NARDO’ – Una bocciatura senza mezzi termini. Rino Dell’Anna del coordinamento cittadino di Italia Viva, critica le scelte effettuate dall’Amministrazione in merito alla realizzazione delle piste ciclabili cittadine. E per avvalorare la sua tesi snocciola norme e decreti. Come il numero 557 del 1999 del Ministero dei Lavori Pubblici. Il progetto per la messa in opera dei lavori è stato finanziato interamente con le risorse comunitarie dell’Azione 4.4 del Programma operativo regionale Puglia, Fondo europeo di sviluppo regionale regionale – Fondo Sociale Europeo ma, si legge nella nota, “le procedure di realizzazione del tratto ciclabile nel centro urbano e quello che percorre la strada provinciale Santa Caterina-Santa Maria al Bagno, non rispettano le disposizioni ministeriali che regolamentano la materia”.
Nel decreto in questione sono indicate le finalità e i criteri da tenere in considerazione per raggiungere gli obiettivi fondamentali di sicurezza e sostenibilità ambientale alla mobilità. In primis è necessario promuovere la mobilità ciclista e pedonale in alternativa all’uso dei veicoli a motore, nelle are urbane quanto nei collegamenti con il territorio, in particolare per gli spostamenti di studenti, lavoratori e turisti. Importante anche puntare su attrattività, continuità e riconoscibilità dell’itinerario ciclabile, privilegiando i percorsi più brevi, diretti e sicuri secondo i risultati di indagine sull’origine e destinazione dell’utenza ciclistica. Importante per ridurre il rischio di incidentalità e livelli di inquinamento acustico e atmosferico, valutare la redditività dell’investimento, tenendo conto dell’utenza reale e potenziale. Infine verificare quanto siano fattibili le piste ciclabili e valutarne il reale utilizzo da parte dell’utenza in base alle fasce d’età ed esigenze e alle condizioni plano-altimetriche dei percorsi.

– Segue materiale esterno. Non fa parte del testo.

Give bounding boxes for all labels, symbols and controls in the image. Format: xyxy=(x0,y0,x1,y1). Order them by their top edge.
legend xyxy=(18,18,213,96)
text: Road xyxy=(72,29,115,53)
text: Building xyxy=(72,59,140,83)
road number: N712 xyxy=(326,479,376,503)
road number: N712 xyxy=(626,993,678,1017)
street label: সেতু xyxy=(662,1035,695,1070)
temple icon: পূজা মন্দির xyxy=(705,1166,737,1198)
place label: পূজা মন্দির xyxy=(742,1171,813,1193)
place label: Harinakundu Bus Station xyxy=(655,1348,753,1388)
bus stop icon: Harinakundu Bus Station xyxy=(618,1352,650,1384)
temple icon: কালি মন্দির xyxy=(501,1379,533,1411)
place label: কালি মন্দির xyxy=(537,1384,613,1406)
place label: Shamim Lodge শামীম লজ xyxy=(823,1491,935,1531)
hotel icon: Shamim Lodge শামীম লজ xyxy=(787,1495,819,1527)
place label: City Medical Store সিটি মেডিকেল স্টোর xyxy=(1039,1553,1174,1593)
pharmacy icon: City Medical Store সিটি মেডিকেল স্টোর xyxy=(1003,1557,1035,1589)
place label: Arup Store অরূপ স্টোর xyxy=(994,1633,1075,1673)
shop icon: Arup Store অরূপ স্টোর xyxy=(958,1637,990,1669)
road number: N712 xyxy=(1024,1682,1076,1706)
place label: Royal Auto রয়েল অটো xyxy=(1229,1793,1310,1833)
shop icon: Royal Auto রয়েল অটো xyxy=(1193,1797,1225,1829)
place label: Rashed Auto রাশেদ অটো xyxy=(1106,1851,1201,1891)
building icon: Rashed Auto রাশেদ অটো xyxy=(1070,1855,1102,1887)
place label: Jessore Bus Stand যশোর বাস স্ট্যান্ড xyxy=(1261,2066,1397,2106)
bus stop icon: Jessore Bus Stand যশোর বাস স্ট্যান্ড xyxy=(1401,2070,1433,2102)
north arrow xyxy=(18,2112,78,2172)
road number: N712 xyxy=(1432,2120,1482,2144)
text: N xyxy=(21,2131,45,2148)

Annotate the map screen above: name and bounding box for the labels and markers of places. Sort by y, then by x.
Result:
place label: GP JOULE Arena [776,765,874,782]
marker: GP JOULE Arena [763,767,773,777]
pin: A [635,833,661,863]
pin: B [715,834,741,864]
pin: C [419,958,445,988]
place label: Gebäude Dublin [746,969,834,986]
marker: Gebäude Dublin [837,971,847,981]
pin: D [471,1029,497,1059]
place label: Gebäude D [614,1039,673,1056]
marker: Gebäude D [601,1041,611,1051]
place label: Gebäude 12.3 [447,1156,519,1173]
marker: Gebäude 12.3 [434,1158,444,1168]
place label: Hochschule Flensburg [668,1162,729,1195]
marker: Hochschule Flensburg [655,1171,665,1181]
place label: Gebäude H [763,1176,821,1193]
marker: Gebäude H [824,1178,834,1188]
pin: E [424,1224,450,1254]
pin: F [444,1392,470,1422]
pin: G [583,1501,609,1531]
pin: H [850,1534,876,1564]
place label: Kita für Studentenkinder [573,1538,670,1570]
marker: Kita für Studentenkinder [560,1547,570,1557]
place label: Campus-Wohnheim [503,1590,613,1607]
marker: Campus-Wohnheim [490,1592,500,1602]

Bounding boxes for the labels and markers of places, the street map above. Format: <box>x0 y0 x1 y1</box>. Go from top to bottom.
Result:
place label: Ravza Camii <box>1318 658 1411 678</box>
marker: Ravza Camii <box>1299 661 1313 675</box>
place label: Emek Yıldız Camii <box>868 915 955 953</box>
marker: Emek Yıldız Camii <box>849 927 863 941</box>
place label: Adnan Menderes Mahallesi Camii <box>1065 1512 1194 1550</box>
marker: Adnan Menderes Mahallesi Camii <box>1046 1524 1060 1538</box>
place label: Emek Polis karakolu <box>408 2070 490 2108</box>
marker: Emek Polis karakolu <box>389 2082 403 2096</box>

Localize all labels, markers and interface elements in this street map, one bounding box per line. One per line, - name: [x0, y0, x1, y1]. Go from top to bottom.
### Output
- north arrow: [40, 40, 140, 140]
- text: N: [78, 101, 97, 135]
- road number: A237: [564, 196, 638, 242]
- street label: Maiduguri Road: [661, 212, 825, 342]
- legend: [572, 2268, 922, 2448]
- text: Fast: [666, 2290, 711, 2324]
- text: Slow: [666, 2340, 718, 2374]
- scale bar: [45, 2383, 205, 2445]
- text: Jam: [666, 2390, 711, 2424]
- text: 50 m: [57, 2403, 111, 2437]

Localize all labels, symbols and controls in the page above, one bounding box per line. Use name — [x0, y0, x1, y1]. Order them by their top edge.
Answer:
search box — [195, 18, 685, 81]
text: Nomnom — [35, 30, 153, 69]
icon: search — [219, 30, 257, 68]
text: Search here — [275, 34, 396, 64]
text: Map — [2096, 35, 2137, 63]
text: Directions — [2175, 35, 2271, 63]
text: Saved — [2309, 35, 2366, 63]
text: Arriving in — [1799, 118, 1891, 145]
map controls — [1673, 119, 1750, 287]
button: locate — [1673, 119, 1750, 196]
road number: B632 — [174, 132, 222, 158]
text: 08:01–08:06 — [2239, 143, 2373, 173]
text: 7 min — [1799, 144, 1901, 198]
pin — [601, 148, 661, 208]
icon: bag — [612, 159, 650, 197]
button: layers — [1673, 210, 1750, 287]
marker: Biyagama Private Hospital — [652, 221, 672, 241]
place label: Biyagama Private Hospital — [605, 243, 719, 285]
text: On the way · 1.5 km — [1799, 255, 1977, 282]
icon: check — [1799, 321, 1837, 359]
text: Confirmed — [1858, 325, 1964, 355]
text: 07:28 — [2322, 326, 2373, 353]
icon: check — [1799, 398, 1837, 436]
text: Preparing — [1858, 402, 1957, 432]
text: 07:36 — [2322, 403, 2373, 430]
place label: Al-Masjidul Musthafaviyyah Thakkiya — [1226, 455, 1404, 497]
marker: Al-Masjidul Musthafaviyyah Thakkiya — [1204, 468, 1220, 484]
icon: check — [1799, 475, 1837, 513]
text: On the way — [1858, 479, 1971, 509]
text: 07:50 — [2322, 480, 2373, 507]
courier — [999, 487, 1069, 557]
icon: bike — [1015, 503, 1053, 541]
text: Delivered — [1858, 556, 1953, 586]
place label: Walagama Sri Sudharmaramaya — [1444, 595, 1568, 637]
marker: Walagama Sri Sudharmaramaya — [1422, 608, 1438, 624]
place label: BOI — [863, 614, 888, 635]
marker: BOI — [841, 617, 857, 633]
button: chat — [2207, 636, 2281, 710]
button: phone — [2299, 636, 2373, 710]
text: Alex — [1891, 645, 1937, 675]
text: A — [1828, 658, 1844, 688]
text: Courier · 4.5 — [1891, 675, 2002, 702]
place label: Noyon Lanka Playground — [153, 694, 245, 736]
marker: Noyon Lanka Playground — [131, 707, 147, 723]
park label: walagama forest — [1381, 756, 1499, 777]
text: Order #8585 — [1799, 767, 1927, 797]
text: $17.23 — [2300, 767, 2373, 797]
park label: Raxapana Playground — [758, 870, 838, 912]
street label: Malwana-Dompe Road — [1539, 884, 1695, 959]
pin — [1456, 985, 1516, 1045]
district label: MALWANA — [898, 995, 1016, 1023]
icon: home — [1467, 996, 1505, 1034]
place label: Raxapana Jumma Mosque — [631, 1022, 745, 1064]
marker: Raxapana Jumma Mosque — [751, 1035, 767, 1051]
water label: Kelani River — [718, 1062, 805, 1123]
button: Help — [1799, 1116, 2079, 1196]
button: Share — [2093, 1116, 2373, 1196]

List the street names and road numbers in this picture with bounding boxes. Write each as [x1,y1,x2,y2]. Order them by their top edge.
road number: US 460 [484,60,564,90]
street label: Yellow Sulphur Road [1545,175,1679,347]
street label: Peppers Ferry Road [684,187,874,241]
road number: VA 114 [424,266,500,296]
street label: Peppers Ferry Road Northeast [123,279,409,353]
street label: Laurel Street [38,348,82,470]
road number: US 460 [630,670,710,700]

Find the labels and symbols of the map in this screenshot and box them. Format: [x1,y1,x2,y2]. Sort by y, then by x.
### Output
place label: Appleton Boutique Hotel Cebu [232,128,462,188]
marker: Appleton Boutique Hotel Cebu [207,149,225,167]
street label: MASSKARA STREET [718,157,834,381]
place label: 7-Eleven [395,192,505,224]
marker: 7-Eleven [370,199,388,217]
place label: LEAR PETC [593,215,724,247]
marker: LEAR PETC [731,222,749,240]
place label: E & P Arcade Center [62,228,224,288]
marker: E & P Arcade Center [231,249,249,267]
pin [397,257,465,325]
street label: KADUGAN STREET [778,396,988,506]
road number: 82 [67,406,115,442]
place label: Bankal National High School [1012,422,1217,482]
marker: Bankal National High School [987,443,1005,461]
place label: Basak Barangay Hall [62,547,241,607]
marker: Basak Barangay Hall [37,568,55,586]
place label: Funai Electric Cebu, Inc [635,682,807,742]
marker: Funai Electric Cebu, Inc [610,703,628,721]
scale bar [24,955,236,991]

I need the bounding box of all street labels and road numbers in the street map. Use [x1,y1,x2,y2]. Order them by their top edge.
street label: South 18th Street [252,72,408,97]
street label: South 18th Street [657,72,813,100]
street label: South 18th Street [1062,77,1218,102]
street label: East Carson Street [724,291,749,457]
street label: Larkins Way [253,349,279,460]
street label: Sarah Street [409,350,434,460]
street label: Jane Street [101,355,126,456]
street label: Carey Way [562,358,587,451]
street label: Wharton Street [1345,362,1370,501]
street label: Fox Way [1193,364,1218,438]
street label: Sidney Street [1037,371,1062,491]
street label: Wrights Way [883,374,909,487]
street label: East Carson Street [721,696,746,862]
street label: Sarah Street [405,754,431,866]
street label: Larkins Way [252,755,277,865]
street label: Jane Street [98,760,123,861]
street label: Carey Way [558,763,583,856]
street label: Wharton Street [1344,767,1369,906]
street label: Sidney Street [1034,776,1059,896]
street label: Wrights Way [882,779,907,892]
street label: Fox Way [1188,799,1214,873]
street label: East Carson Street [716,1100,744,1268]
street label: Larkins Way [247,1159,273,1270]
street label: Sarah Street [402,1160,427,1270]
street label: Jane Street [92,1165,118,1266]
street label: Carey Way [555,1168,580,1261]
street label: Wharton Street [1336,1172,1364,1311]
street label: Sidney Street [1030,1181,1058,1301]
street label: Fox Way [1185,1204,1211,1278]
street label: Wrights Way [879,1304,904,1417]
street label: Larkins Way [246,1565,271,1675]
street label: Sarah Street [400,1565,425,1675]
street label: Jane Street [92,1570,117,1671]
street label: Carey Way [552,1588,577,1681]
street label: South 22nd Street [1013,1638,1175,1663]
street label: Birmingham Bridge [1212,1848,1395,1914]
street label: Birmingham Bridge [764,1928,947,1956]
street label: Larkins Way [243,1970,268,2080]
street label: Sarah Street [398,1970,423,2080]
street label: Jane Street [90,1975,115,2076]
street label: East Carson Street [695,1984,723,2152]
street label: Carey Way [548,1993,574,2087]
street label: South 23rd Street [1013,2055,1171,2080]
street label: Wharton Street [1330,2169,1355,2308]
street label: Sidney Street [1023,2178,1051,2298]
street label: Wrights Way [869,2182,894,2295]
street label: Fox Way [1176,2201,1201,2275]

Secondo Dell’Anna il Comune di Nardò per attenersi a quanto indicato nel decreto avrebbe dovuto dotarsi di strumenti di pianificazione e progettazione inserendo in primo luogo “in maniera organica nel Piano Urbano del traffico, il piano stesso della rete ciclabile, secondo le indicazioni delle direttive ministeriali del 24 giugno 1995”. Doveva presentare in aggiunta un programma di interventi da realizzare, comprensivo dei dati sui flussi ciclistici, lunghezze dei trattati, stima delle spese e relativa scala di priorità, tempi di realizzazione e un quadro preliminare degli interventi adeguato all’estensione della rete ciclabile e alla complessità del modello di organizzazione della circolazione generale. Quest’ultimo tenendo conto anche della riqualificazione dello spazio stradale circostante, quindi prevedere anche adeguate soluzioni per favorire sicurezza nei punti di maggior conflitto tra pedoni e auto.
“Sono stati realizzati dei percorsi ciclabili – ha spiegato dell’Anna – che rispondono poco alle esigenze dei cittadini di Nardò e molto agli interessi politici dell’amministrazione comunale”. L’obiettivo doveva essere creare un nuovo percorso ciclabile in grado di valorizzare un itinerario turistico particolare, precisamente quello che collega il centro urbano di Nardò al Parco di Porto Selvaggio “puntando ad esaltare la bellezza dei numerosi insediamenti rurali agroturistici ed il fascino delle ville storiche disseminati lungo le strade che attraversando le Cenate conducono verso il mare”.